▸ **Stored data entries**:
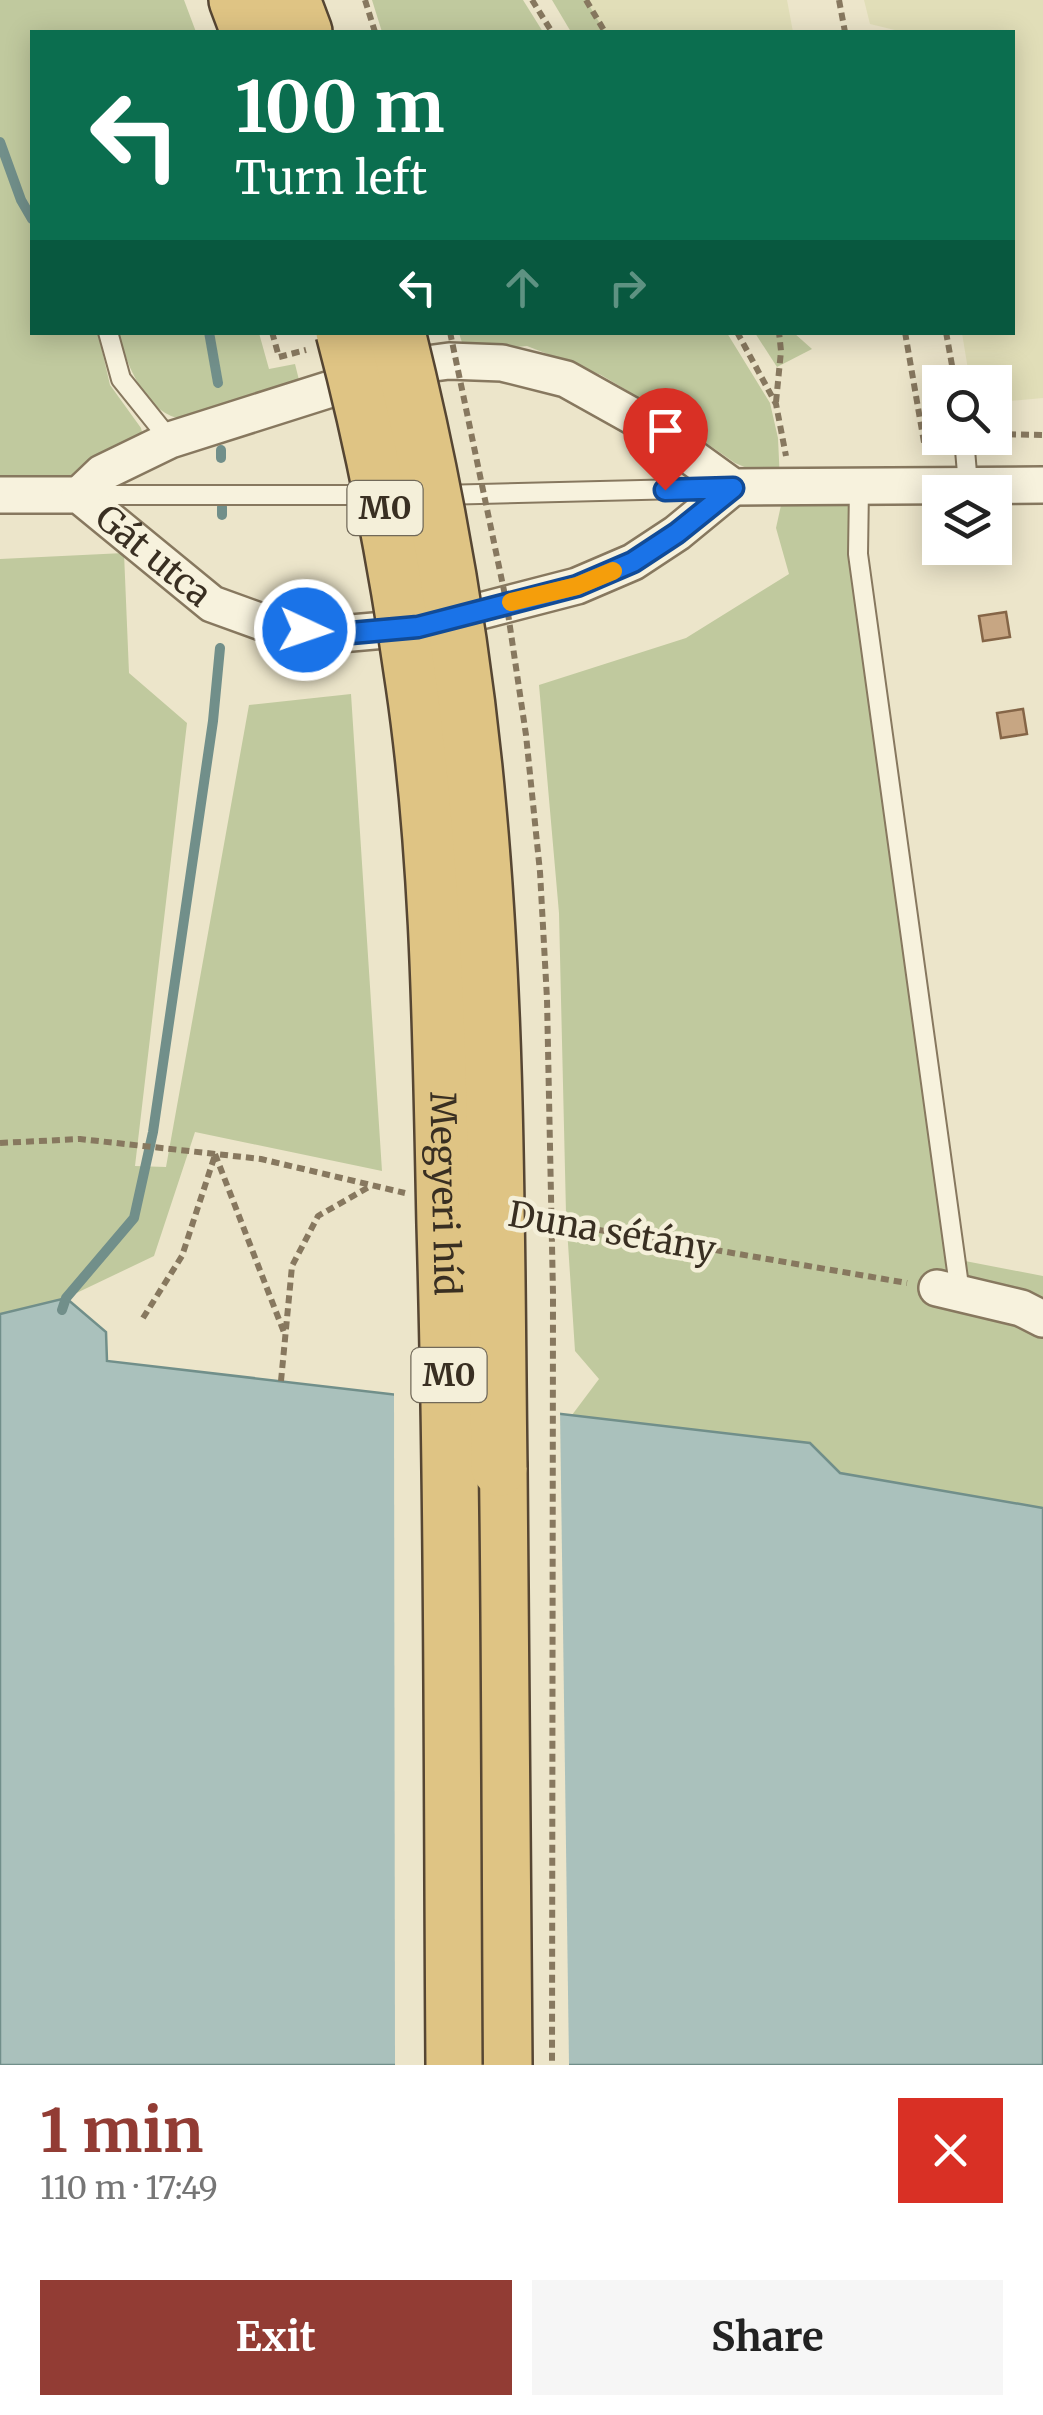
<!DOCTYPE html>
<html lang="en">
<head>
<meta charset="utf-8">
<style>
  body { margin:0; font-family:Merriweather,serif; background:#f6f6f6; color:#222; height:100vh; display:flex; flex-direction:column; font-size:38px; white-space:nowrap }
  * { box-sizing:border-box; margin:0 }
  p { font-size:32px; color:#767676 }
  .icon { flex:none; width:55px; height:55px; fill:none; stroke:currentColor; stroke-width:2; stroke-linecap:round; stroke-linejoin:round }
  .map { position:relative; height:2065px; overflow:hidden }
  .details { display:flex; flex-direction:column; background:#fff; flex:1 }
  .details>* { flex:none }
  .banner { position:absolute; left:30px; top:30px; width:985px; height:305px; border-radius:0px; box-shadow:0 5px 25px #0003; background:#0b6e4f; color:#fff; overflow:hidden }
  .fabs { position:absolute; left:922px; top:365px; display:grid; gap:20px }
  .fabs a { display:grid; place-items:center; width:90px; height:90px; border-radius:0px; background:#fff; box-shadow:0 5px 25px #0003; font-size:50px }
  .pin { position:absolute; display:grid; place-items:center; width:85px; height:85px; color:#fff; margin:-102px -42px; border-radius:50% 50% 50% 0; rotate:-45deg; box-shadow:0 0 10px #0007 }
  .pin .icon { rotate:45deg }
  .me { position:absolute; width:110px; margin:-55px; rotate:93deg; stroke-linejoin:round; filter:drop-shadow(0 0 8px #0008) }
  .turn { display:flex; align-items:center; gap:35px; height:210px; padding:0 40px; font-size:45px }
  .turn .icon { width:130px; height:130px; stroke-width:2.5 }
  .turn b { display:block; font-size:70px; line-height:85px }
  .lanes { display:flex; align-items:center; height:95px; padding:0 40px; background:#0003; justify-content:center; gap:50px; direction:ltr }
  .lanes .off { opacity:.35 }
  .round { display:grid; place-items:center; flex:none; width:105px; height:105px; border-radius:0px; background:#f6f6f6 }
  .head { display:flex; align-items:center; justify-content:space-between; height:170px; padding:0 40px }
  h1 { font-size:60px; font-weight:700; line-height:75px; color:#923c34 }
  .cta { display:flex; gap:20px; margin-top:auto; padding:20px 40px }
  .cta a { flex:1; height:115px; border-radius:0px; background:#923c34; color:#fff; font-size:40px; font-weight:700; line-height:115px; text-align:center }
  .cta a+a { background:#f6f6f6; color:#222 }
  .map>svg:first-child { display:block }
</style>
</head>
<body>
<div class="map">
<svg width="1043" height="2065" viewBox="0 0 1043 2065">
  <rect width="100%" height="100%" fill="#ece5ca"/>
  <g fill="#e1deb8">
    <polygon points="586,0 787,0 793,32 605,32"/>
    <polygon points="864,0 1043,0 1043,398 998,402 995,401 995,382 970,382 962,333 1012,332 1012,32 903,32 870,24"/>
  </g>
  <g fill="#c0c99e">
    <polygon points="0,0 184,0 196,32 32,32 32,332 98,333 110,385 141,428 144,440 74,481 0,488"/>
    <polygon points="372,0 523,0 543,32 382,32"/>
    <polygon points="552,0 586,0 605,32 571,32"/>
    <path d="M117,333H259L269,369L295,364L301,388C273,396 196,427 171,416C140,402 127,361 117,333Z"/>
    <polygon points="459,333 727,333 770,403 778,438 780,482 735,463 650,404 601,375 527,346 465,352"/>
    <polygon points="755,333 794,333 812,349 777,367"/>
    <polygon points="785,487 859,488 855,552 965,1261 1043,1276 1043,1508 840,1473 809,1443 572,1415 599,1379 575,1351 566,1213 559,913 539,685 686,638 789,574 776,528"/>
    <polygon points="124,553 129,673 187,723 135,1166 166,1167 249,705 351,694 382,1171 195,1132 154,1256 66,1298 0,1314 0,559"/>
  </g>
  <polygon fill="#aac1bc" stroke="#718f8a" stroke-width="2.5" points="66,1298 106,1332 107,1361 810,1443 840,1473 1043,1508 1043,2065 0,2065 0,1314"/>
  <polygon fill="#ece5ca" points="394,1389 560,1409 569,2065 395,2065"/>
  <g fill="none" stroke-linecap="round" stroke-linejoin="round">
    <g stroke="#718f8a" stroke-width="10">
      <polyline points="0,142 21,200 32,219"/>
      <polyline points="209,332 218,383"/>
      <polyline points="221,450 221,458"/>
      <polyline points="222,515 222,507"/>
      <polyline points="62,1310 66,1298 134,1218 153,1132 213,721 220,648"/>
    </g>
  </g>
  <g fill="#c7a683" stroke="#856547" stroke-width="2.5">
    <polygon points="1006,612 1010,637 983,641 979,616"/>
    <polygon points="1023,709 1027,734 1001,738 997,713"/>
  </g>
  <g fill="none" stroke-linecap="round" stroke-linejoin="round">
    <defs>
      <g id="service">
        <polyline points="108,332 121,379 170,440"/>
        <polyline points="964,438 968,485"/>
        <polyline points="859,488 858,554 960,1293"/>
        <polyline points="84,495 373,495"/>
        <polyline points="439,495 723,488"/>
      </g>
      <g id="minor">
        <path id="s1" d="M0,495H79L212,604L270,625L340,634L419,627L577,586L633,562L677,533L733,487"/>
        <polyline points="79,495 102,473 170,440 397,368 449,361 502,363 566,379 643,422 733,487 1043,485"/>
        <polyline points="937,1288 1021,1308 1043,1319"/>
      </g>
      <g id="trunk">
        <polyline points="237,0 249,32"/>
        <polyline points="292,0 304,32"/>
        <polyline points="499,1468 504,2065"/>
      </g>
    </defs>
    <use href="#service" stroke="#87785f" stroke-width="22"/>
    <use href="#minor" stroke="#87785f" stroke-width="40"/>
    <use href="#trunk" stroke="#564633" stroke-width="60"/>
    <g stroke="#87785f" stroke-width="6" stroke-dasharray="8 5" stroke-linecap="butt">
      <polyline points="365,0 375,32"/>
      <polyline points="532,0 552,32"/>
      <polyline points="586,0 605,32"/>
      <polyline points="839,0 845,32"/>
      <polyline points="272,332 279,357 306,350"/>
      <polyline points="737,332 776,404 786,456"/>
      <polyline points="905,332 926,454"/>
      <polyline points="946,332 955,382"/>
      <polyline points="776,402 781,351 779,332"/>
      <polyline points="995,434 1043,435"/>
      <polyline points="0,1143 80,1139 261,1159 405,1193"/>
      <polyline points="215,1154 285,1335"/>
      <polyline points="535,1219 907,1283"/>
      <polyline points="143,1318 182,1256 215,1155"/>
      <polyline points="281,1381 292,1266 318,1216 369,1187"/>
    </g>
    <use href="#service" stroke="#f7f2dd" stroke-width="18"/>
    <use href="#minor" stroke="#f7f2dd" stroke-width="35"/>
    <use href="#trunk" stroke="#dfc484" stroke-width="55"/>
    <defs>
      <g id="trunk-bridge">
        <path id="s2" d="M344,332C375,448 397,565 414,684C440,861 441,1046 445,1225C453,1505 452,1785 454,2065"/>
        <path d="M397,332C436,489 464,650 478,810C498,1029 496,1249 499,1468"/>
      </g>
    </defs>
    <use href="#trunk-bridge" stroke="#564633" stroke-width="60" stroke-linecap="butt"/>
    <polyline stroke="#87785f" stroke-width="6" stroke-dasharray="8 5" stroke-linecap="butt" points="450,332 506,600 526,735 540,872 547,999 553,1294 552,2065"/>
    <use href="#trunk-bridge" stroke="#dfc484" stroke-width="55"/>
  </g>
  <g fill="none" stroke-linecap="round" stroke-linejoin="round">
    <defs>
      <polyline id="route" points="305,630 340,634 418,627 577,586 633,562 677,533 733,488 665,490"/>
    </defs>
    <use href="#route" stroke="#114b97" stroke-width="25"/>
    <use href="#route" stroke="#1a73e8" stroke-width="18"/>
    <polyline stroke="#f59e0b" stroke-width="18" points="511,602 577,586 613,571"/>
  </g>
  <g text-anchor="middle" stroke-width="9" stroke-linejoin="round" paint-order="stroke">
    <g fill="#f4efd9" stroke="#716959" stroke-width="2.5">
      <rect x="347.5" y="481" width="75" height="54" rx="8"/>
      <rect x="411.5" y="1348" width="75" height="54" rx="8"/>
    </g>
    <g font-size="32" font-weight="bold" fill="#392f22">
      <text x="385" y="519">M0</text>
      <text x="449" y="1386">M0</text>
    </g>
    <g font-size="35" fill="#392f22" stroke="#f4efd9">
      <text dy="12" stroke="none"><textPath href="#s1" startOffset="175">Gát utca</textPath></text>
      <text dy="12" stroke="none"><textPath href="#s2" startOffset="870">Megyeri híd</textPath></text>
      <text transform="translate(612 1232) rotate(10)" y="12">Duna sétány</text>
    </g>
  </g>
</svg>
<div class="fabs">
<a><svg class="icon" aria-label="search" viewBox="0 0 24 24"><circle cx="10" cy="10" r="6"/><path d="M15 15l6 6"/></svg></a>
<a><svg class="icon" aria-label="layers" viewBox="0 0 24 24"><path d="M12 4l9 5-9 5-9-5zM3 14l9 5 9-5"/></svg></a>
</div>
<div class="pin" style="left:665px;top:490px;background:#d93025"><svg class="icon" aria-label="arrive" viewBox="0 0 24 24"><path d="M6 21V4h12l-3 4 3 4H6"/></svg></div>
<svg class="me" style="left:305px;top:630px" viewBox="-20 -20 40 40"><circle r="17" fill="#1a73e8" stroke="#fff" stroke-width="3"/><path d="M0-11L8 9 0 5-8 9z" fill="#fff"/></svg>
<div class="banner">
<div class="turn"><svg class="icon" aria-label="left" viewBox="0 0 24 24"><path d="M17 20v-9H6M10 6l-5 5 5 5"/></svg><div><b>100 m</b>Turn left</div></div>
<div class="lanes"><svg class="icon" aria-label="left" viewBox="0 0 24 24"><path d="M17 20v-9H6M10 6l-5 5 5 5"/></svg><svg class="icon off" aria-label="ahead" viewBox="0 0 24 24"><path d="M12 20V5M6 11l6-6 6 6"/></svg><svg class="icon off" aria-label="right" viewBox="0 0 24 24"><path d="M7 20v-9h11M14 6l5 5-5 5"/></svg></div>
</div>
</div>
<section class="details">
<div class="head"><div><h1>1 min</h1><p>110 m · 17:49</p></div><a class="round" style="background:#d93025;color:#fff"><svg class="icon" aria-label="close" viewBox="0 0 24 24"><path d="M6 6l12 12M18 6L6 18"/></svg></a></div>
<div class="cta"><a>Exit</a><a>Share</a></div>
</section>
</body>
</html>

▸ **TASK STATEMENT**: Determine the number of lines in the data that include the string "route". Only that number belongs in the answer.

▸ **COMPLETED EXERCISE**: 3